A new study using border collies instead of the sempiternal Sprague-Dawley rat shows that dogs are similar to us in important ways, like how they act during adolescence and old age, and what happens in their DNA as they get older.
They (the collies) seem to mellow in the same way that most humans do. The study reveals that some dogs are just born old, which is to say, relatively steady and mature. I see that all were all Border collies, so I’m a little surprised that any of them were mature. That would suggest a certain calm, a willingness to tilt the head and muse that doesn’t seem to fit the breed, with its desperate desire to be constantly chasing sheep, geese, children or Frisbees.

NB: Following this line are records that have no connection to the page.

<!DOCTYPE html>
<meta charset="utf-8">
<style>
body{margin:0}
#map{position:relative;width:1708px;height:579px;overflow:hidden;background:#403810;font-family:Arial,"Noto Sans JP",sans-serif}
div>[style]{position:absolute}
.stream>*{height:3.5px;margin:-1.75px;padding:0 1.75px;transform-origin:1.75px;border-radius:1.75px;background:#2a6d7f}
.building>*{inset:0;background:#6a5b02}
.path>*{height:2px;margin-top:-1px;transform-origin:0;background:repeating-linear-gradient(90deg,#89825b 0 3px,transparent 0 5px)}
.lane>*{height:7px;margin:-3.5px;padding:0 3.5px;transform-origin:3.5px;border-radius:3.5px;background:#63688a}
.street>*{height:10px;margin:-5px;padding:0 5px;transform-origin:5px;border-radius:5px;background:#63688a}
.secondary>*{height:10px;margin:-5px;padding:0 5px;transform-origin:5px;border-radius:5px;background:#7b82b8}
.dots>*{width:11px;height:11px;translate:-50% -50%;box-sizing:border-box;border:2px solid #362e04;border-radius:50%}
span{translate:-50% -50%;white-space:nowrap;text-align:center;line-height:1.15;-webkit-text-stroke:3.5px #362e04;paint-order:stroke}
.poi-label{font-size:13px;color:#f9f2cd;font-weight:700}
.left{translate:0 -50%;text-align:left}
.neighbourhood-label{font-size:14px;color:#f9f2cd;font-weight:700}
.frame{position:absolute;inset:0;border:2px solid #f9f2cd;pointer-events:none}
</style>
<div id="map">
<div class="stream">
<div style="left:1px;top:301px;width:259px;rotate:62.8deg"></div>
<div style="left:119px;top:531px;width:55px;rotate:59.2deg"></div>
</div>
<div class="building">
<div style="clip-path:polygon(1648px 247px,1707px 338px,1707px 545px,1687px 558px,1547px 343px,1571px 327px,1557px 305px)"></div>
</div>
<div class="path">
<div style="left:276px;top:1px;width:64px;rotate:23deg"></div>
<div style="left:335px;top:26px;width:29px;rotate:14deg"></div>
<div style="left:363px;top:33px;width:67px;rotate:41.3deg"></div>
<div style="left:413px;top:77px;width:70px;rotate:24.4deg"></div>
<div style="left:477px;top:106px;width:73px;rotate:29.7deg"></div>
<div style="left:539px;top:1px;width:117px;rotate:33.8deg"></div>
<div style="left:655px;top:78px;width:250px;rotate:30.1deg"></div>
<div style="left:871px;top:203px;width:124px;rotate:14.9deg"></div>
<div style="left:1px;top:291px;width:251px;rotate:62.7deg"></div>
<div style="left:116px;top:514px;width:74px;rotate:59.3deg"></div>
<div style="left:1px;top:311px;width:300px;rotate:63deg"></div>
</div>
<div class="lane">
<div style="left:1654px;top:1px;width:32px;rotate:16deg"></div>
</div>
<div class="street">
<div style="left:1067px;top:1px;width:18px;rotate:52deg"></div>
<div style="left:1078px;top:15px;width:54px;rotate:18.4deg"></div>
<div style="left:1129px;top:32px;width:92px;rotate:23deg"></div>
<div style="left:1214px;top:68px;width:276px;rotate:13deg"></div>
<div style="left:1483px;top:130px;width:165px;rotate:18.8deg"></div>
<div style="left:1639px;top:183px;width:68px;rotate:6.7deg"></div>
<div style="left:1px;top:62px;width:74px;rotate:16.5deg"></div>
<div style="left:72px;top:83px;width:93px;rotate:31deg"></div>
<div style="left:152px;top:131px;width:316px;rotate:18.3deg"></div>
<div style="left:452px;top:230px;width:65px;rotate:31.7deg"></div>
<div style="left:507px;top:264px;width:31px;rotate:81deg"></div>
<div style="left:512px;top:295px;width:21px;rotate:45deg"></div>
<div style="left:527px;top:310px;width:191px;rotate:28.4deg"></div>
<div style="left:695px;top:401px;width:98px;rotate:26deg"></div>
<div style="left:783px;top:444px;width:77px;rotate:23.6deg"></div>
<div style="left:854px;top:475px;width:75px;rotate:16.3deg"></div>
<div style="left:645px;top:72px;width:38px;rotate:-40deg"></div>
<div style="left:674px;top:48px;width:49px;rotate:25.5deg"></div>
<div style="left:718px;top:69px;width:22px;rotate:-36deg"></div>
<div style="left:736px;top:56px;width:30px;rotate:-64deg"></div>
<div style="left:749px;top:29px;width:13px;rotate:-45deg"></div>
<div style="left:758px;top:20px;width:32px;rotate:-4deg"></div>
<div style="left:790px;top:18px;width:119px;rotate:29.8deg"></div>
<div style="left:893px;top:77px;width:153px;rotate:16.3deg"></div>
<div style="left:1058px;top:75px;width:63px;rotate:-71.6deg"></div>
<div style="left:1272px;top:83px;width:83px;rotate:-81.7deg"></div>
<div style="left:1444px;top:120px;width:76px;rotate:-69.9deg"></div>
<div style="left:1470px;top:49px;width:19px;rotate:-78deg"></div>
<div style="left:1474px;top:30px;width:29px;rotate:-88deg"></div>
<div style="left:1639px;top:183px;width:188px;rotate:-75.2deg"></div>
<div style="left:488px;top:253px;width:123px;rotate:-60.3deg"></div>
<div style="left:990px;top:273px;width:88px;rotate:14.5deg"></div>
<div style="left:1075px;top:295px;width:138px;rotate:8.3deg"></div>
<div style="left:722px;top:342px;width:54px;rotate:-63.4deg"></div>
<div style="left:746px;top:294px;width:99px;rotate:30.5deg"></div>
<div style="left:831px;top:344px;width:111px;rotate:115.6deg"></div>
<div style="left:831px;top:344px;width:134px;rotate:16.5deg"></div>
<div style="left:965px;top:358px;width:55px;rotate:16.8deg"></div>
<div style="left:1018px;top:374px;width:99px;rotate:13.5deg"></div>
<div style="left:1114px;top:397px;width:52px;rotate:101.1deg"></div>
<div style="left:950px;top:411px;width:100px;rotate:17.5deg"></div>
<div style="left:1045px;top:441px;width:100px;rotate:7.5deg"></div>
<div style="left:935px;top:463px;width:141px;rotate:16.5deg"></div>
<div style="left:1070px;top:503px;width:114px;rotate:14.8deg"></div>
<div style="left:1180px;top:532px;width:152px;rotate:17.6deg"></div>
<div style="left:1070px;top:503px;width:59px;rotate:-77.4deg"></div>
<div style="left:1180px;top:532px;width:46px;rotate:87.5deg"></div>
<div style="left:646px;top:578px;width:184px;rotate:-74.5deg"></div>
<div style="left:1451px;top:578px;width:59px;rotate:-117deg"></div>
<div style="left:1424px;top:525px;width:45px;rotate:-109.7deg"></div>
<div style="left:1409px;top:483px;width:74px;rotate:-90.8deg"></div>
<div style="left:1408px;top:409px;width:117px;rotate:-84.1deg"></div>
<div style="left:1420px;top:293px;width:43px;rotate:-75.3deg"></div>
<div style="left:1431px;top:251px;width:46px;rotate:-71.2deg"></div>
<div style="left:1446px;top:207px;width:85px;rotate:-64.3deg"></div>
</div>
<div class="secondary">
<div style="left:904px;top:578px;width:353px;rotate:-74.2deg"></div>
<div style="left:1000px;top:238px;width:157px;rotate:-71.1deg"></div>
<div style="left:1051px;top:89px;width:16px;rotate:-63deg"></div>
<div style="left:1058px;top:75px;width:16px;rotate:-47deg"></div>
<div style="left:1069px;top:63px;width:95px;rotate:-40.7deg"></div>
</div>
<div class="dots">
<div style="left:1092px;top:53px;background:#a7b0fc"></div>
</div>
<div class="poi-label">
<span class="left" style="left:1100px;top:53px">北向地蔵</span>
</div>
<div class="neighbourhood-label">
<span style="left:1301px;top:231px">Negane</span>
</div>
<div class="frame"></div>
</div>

To bring the comparisons home, another set of researchers compared an aging Labrador (a lab lab) retriever to an aging Tom Hanks. They used a lab lab because that’s the kind of dog they studied. And they used Tom Hanks, because, well, everybody knows Tom Hanks. For most of us, of course, there is no pleasure in seeing a dog get older, but seeing even a beloved celebrity subject to the irresistible march of time is somehow reassuring. Sometime in the future the A-list may be able to purchase immortality, but not yet.
Scientists also reported recently that adolescent humans and border collies share many personality traits, like, say, reduced trainability and responsiveness to commands. Not your children, of course, but those of other parents. However, teenage dogs don’t torment their actual mothers. They complain to their humans. That means a double whammy for some pet owners. If you happen to have adolescent human children as well as adolescent dogs and you all are stuck at home in close proximity because of a worldwide coronavirus pandemic, then all I can say is more research is required.

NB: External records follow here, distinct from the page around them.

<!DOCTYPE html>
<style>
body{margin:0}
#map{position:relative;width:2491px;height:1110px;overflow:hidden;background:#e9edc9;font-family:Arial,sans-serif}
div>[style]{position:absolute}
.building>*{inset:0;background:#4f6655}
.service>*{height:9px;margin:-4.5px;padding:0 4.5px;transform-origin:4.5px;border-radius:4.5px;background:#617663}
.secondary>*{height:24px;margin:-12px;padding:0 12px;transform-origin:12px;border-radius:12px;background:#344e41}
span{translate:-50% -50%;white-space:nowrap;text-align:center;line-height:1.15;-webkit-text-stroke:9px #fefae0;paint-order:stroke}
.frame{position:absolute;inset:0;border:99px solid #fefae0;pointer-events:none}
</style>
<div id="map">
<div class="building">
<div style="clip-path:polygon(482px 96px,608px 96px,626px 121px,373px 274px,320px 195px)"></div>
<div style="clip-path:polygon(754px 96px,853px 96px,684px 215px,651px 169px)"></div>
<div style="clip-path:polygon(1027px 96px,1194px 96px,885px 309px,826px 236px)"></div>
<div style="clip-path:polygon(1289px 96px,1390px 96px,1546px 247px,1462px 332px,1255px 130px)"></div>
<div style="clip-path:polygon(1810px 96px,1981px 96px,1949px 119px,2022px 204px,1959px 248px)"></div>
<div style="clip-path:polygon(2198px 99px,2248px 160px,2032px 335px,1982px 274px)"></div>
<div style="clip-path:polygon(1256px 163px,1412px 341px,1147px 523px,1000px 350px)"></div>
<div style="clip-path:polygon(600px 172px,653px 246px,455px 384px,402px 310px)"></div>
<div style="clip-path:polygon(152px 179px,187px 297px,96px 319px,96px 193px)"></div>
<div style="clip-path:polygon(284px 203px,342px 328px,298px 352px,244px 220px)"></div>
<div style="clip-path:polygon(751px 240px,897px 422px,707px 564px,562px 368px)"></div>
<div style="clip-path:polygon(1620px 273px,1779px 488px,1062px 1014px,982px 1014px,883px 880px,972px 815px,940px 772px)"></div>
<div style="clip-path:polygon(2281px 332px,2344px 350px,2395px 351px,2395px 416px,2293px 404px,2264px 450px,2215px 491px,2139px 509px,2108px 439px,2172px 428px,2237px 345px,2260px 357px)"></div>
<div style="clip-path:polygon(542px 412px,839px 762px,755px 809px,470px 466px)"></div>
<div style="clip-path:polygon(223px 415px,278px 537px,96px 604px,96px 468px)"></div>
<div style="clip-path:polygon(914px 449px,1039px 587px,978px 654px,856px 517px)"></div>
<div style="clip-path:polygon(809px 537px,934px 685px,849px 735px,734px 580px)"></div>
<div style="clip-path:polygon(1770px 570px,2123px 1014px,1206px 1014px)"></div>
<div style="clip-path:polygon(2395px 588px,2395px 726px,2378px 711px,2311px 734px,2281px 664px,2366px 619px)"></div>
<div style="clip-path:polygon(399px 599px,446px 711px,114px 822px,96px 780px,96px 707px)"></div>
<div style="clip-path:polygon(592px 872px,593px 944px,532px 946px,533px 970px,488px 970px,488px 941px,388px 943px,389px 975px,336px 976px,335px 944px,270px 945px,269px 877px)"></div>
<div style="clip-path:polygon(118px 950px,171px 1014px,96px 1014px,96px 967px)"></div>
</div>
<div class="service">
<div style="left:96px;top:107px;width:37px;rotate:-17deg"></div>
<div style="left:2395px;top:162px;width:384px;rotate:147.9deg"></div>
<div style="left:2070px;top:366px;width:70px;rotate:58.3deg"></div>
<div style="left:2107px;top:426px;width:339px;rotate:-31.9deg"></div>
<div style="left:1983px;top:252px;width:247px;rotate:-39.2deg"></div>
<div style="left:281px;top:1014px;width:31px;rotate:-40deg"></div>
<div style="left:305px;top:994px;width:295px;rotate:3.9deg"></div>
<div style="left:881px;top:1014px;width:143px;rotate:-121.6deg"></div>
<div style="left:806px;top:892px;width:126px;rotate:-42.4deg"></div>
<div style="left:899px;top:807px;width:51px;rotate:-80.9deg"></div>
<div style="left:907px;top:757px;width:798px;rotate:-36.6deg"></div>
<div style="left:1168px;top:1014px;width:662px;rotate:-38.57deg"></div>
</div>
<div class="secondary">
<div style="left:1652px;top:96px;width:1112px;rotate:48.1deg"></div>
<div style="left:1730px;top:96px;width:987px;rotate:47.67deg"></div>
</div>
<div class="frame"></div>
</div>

None of this research was done on dogs kept in a laboratory. All of the dogs in the aging comparison study were pet Labrador retrievers or border collies and the owners gave permission for blood samples.

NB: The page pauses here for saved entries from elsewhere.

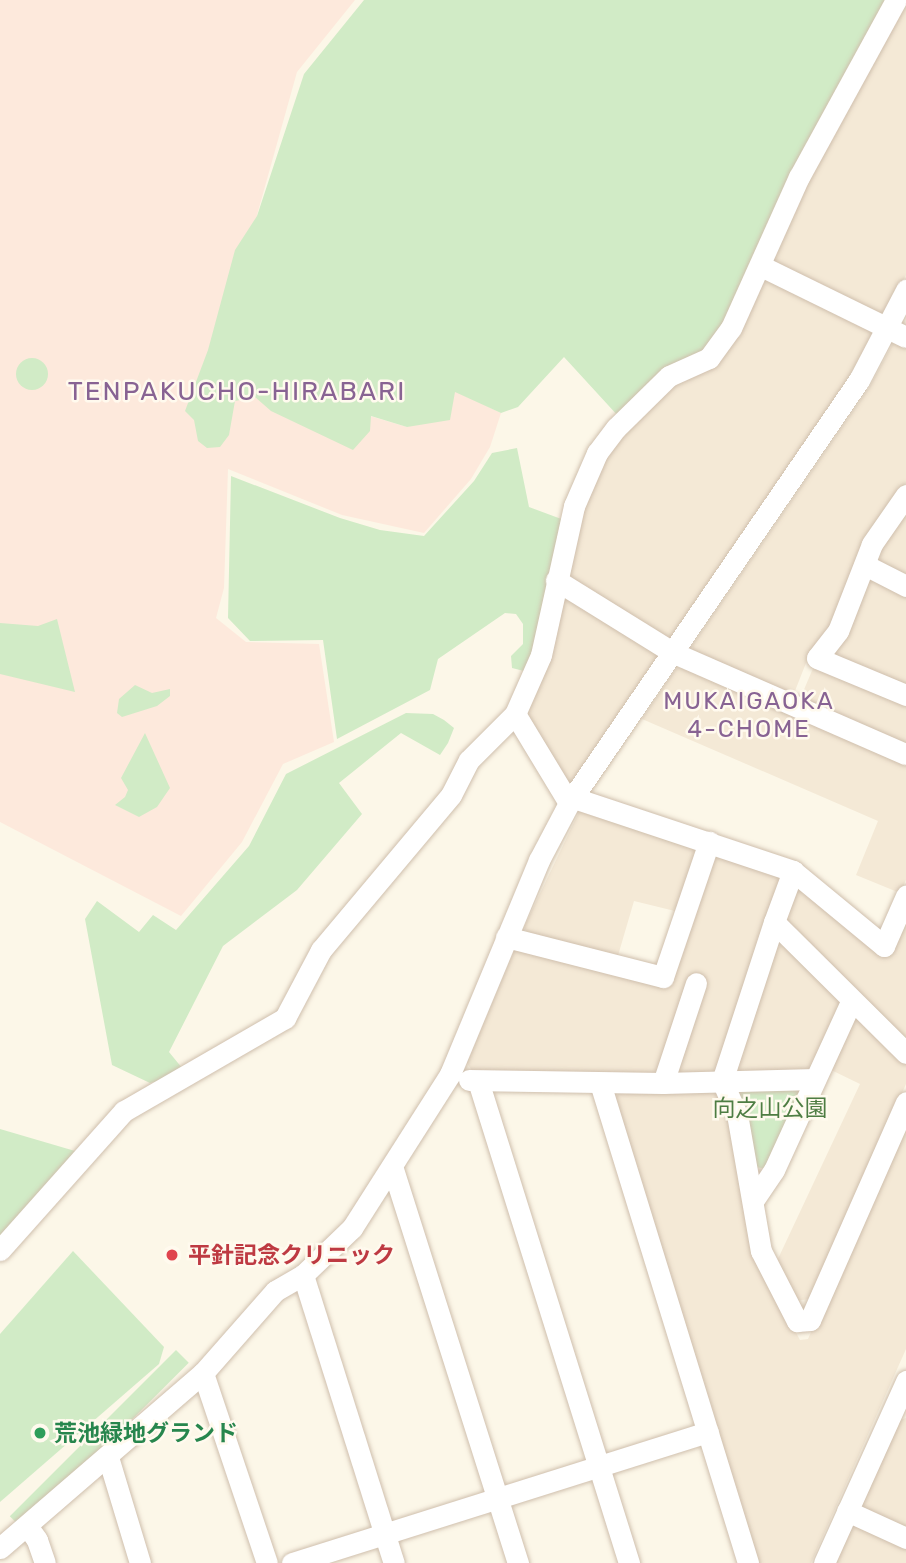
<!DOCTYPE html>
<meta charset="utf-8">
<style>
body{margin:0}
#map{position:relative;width:906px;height:1563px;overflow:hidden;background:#fcf7e8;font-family:Rubik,"Noto Sans JP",sans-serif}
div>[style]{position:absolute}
.residential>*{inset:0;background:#f4e9d6}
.commercial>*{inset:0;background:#fde9dc}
.green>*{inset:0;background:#d1ebc6;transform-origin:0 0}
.round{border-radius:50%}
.roads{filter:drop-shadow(0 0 2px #cfbfad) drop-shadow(0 0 2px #cfbfad)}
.minor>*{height:21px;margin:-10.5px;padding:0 10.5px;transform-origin:10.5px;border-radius:10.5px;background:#fff}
.dots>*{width:19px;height:19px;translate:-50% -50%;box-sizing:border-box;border:4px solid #fffaee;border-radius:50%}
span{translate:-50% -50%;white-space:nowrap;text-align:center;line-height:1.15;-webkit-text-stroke:5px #fffaee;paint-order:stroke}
.park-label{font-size:23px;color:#4e7d43}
.health-label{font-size:23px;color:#be3a42;font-weight:700}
.left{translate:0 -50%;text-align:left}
.leisure-label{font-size:23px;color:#27864d;font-weight:700}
.neighbourhood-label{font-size:24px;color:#886393;letter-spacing:2px}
.quarter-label{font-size:26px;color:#886393;letter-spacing:2px}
</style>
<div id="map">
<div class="residential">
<i style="clip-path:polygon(906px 0,906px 275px,887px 311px,876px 315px,776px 268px,771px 258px,805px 179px)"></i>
<i style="clip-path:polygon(772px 276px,871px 326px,875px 337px,674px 639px,663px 642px,571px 583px,564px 570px,580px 508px,603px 456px,761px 281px)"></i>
<i style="clip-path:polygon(901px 341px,906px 344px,906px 483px,866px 541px,832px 627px,806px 663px,793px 696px,695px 656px,692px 646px,869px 388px,892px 345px)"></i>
<i style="clip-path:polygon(906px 506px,906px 579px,881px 566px,875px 555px)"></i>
<i style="clip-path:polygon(874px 576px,906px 593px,906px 688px,835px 658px,832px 649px,866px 579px)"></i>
<i style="clip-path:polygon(560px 594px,654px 648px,659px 660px,576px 782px,562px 782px,526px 715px)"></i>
<i style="clip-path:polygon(687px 666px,906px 761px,906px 880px,900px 893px,856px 875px,878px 821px,642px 719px,676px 669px)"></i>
<i style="clip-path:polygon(814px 666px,906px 701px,906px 747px,800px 699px)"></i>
<i style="clip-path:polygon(586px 809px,695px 844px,699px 852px,679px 912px,634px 901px,617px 959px,529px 936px,524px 927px,579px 812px)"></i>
<i style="clip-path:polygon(720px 852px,778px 871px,783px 881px,719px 1067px,710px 1074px,673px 1076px,663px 1065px,648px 1077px,474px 1074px,467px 1063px,514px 951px,523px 947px,667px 984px,710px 856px)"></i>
<i style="clip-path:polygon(806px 889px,887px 956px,906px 912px,906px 1042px,782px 919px,791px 893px)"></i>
<i style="clip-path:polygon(785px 945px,842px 999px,814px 1072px,742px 1076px,734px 1064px,771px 949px)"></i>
<i style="clip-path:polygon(860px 1018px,906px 1063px,906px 1084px,810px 1299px,795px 1301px,776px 1263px,860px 1084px,825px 1067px,846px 1020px)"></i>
<i style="clip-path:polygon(621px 1090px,718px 1092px,733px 1123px,754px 1253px,800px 1340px,808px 1339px,906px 1118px,906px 1349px,811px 1563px,757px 1563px,613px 1102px)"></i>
<i style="clip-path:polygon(906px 1418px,906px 1530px,864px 1511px,860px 1502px,896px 1421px)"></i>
<i style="clip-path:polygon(859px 1522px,906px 1544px,906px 1563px,833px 1563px,850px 1525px)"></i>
</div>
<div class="commercial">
<i style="clip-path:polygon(0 0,355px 0,297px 72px,257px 215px,370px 416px,407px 427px,455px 391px,501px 413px,490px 447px,471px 479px,424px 533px,342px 515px,228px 469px,224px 588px,216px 618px,246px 642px,319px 644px,334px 742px,283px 764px,242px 842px,181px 916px,0 822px)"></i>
</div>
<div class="green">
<i style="clip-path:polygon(364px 0,888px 0,726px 322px,705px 353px,619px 417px,564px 357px,518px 407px,501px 413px,455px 392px,450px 420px,407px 427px,371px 416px,370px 431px,353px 450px,271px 411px,255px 397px,235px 401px,229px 435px,220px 447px,207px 448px,198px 441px,194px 420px,185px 411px,208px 350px,235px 250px,257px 216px,304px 74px)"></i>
<i class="round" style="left:16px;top:358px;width:32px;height:32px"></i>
<i style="clip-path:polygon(517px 448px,529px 507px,564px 520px,535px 654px,524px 671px,512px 668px,511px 656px,523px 644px,523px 624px,516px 614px,505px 613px,438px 659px,430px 690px,337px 739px,323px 640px,250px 641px,228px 618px,231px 476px,340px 518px,380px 530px,424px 536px,474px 481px,492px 453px)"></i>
<i style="clip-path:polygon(57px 619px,75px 692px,0 674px,0 623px,38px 626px)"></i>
<i style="clip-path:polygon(135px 685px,152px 693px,170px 689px,170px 696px,157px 706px,122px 717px,117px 713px,119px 699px)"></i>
<i style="clip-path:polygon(406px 713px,433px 714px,444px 720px,454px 728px,448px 743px,440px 755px,401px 733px,339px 783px,362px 814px,297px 890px,223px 946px,169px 1052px,187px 1074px,150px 1083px,112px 1065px,85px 919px,97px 901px,139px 932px,153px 915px,176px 930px,249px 846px,286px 774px)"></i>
<i style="clip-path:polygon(145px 733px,170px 788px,157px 807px,139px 817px,115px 805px,125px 797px,128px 790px,121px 778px)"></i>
<i style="clip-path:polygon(743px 1084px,795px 1084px,803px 1095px,770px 1169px,754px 1167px,736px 1096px)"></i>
<i style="clip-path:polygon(0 1129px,75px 1151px,0 1241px)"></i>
<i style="clip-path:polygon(73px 1251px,164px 1347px,159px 1364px,0 1502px,0 1334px)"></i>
<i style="left:176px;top:1350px;width:18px;height:235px;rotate:45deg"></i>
</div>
<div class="roads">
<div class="minor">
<i style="left:761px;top:266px;width:161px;rotate:26.1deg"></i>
<i style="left:906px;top:495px;width:60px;rotate:124.8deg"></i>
<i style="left:872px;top:544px;width:93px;rotate:111.3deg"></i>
<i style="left:838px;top:631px;width:34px;rotate:128deg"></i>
<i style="left:817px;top:658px;width:96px;rotate:22.6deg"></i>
<i style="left:865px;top:565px;width:46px;rotate:27.1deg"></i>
<i style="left:556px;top:580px;width:137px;rotate:31.8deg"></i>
<i style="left:672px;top:652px;width:255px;rotate:23.6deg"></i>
<i style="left:574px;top:798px;width:231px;rotate:18.4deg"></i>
<i style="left:793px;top:871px;width:54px;rotate:110.4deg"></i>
<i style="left:774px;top:922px;width:186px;rotate:44.8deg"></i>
<i style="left:569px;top:803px;width:104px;rotate:-121.2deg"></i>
<i style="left:515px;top:714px;width:64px;rotate:-66.2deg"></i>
<i style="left:541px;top:655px;width:153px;rotate:-77.5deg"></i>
<i style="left:574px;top:506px;width:58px;rotate:-66.5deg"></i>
<i style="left:597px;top:453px;width:31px;rotate:-53deg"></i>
<i style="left:616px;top:428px;width:74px;rotate:-44.5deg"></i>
<i style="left:669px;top:376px;width:44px;rotate:-24.2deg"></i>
<i style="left:709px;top:358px;width:37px;rotate:-54deg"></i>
<i style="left:731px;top:328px;width:166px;rotate:-65.8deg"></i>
<i style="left:799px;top:177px;width:202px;rotate:-61.3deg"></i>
<i style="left:793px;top:871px;width:118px;rotate:39.5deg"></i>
<i style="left:884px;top:946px;width:55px;rotate:-66.3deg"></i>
<i style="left:774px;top:922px;width:167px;rotate:108.1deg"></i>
<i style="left:722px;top:1081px;width:36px;rotate:66deg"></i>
<i style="left:737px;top:1114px;width:139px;rotate:80.1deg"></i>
<i style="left:761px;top:1251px;width:79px;rotate:62.8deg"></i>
<i style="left:797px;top:1321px;width:13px;rotate:-4deg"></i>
<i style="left:810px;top:1320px;width:238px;rotate:-66.2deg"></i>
<i style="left:506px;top:937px;width:162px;rotate:14.3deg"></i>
<i style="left:663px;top:977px;width:143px;rotate:-71.2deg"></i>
<i style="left:469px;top:1080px;width:194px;rotate:0.9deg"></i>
<i style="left:663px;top:1083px;width:152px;rotate:-1.5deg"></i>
<i style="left:600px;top:1083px;width:502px;rotate:72.86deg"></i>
<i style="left:663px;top:1083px;width:105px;rotate:-71.7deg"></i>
<i style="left:479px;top:1084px;width:502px;rotate:72.61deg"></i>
<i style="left:392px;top:1166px;width:417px;rotate:72.4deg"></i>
<i style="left:753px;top:1201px;width:37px;rotate:-56deg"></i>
<i style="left:774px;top:1170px;width:187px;rotate:-65.4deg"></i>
<i style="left:0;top:1250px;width:186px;rotate:-48.3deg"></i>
<i style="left:124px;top:1111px;width:186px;rotate:-30deg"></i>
<i style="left:285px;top:1018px;width:77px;rotate:-62.1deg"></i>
<i style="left:321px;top:950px;width:202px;rotate:-50deg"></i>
<i style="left:451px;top:795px;width:39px;rotate:-63deg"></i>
<i style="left:469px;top:760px;width:65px;rotate:-45deg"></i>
<i style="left:303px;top:1275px;width:302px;rotate:72.5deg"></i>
<i style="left:203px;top:1373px;width:200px;rotate:71.4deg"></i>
<i style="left:108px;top:1457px;width:111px;rotate:73.2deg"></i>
<i style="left:847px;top:1511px;width:65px;rotate:24.6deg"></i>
<i style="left:27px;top:1526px;width:17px;rotate:54deg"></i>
<i style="left:37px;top:1540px;width:24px;rotate:71deg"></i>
<i style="left:0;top:1548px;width:268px;rotate:-40.8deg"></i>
<i style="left:203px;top:1373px;width:109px;rotate:-48.7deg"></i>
<i style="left:275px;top:1291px;width:32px;rotate:-30deg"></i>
<i style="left:303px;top:1275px;width:68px;rotate:-43.8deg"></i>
<i style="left:352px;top:1228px;width:183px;rotate:-57.5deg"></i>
<i style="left:450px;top:1074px;width:232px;rotate:-67.4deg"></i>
<i style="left:539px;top:860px;width:64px;rotate:-62.2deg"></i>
<i style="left:569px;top:803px;width:513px;rotate:-55.57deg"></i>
<i style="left:859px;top:380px;width:102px;rotate:-62.4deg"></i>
<i style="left:292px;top:1563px;width:436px;rotate:-17.5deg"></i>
<i style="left:824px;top:1563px;width:200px;rotate:-65.7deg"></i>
</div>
</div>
<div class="dots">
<i style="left:172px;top:1255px;background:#e0444e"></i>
<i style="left:40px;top:1433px;background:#2e9e5b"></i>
</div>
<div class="park-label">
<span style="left:770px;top:1108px">向之山公園</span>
</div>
<div class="health-label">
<span class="left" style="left:188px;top:1255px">平針記念クリニック</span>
</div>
<div class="leisure-label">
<span class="left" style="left:54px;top:1433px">荒池緑地グランド</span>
</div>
<div class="neighbourhood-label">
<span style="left:749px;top:716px">MUKAIGAOKA<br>4-CHOME</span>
</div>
<div class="quarter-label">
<span style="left:237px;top:392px">TENPAKUCHO-HIRABARI</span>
</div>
</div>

Good methods of comparing dog and human ages are important. Dogs are increasingly seen as good models for human aging because they suffer from it in many of the same ways humans do. The goal of the research is “Longer, healthier lives for all dogs … and their humans.”
As an aging human, I can’t fault that approach.
How do you test dog personality? The Border collies were put through many different tests. In one, a stranger walks into a room and pets the dog. In another, the owners dress up their dogs in human T-shirts. One-fifth of the dog owners admitted to having done this before, on their own, not for research purposes. In another test, the owners dangle a sausage in front of their dogs just out of reach for a minute or so. Be assured this was approved by an ethics board, and the dogs were fed the sausages once the time was up.The researchers found that dogs do change as they grow older just as people do. They become less active and less anxious. But one of the authors of the study, Borbalu Turcsan, of Eötvös Loránd University in Budapest, noted that some dogs don’t change as much over time. “People with more mature personality profiles change less as they age,” she said. “And we found exactly the same in the case of dogs.”
The end of aging is of course the same in dog and human. Dogs just get there more quickly. This is one thing that makes the dog a “good model for human aging and mortality,” as Dr. Promislow wrote.
“Dogs age a lot faster than people do,” Dr. Karlsson of the Broad Institute explained. “And so if you want to study aging with the idea that you want to help people within our life span, then you want to be able to study something that’s aging much faster than us. You can learn about it more quickly than waiting eighty years until somebody dies.”On this point, of course, what is a benefit for science is a great sadness for dog lovers.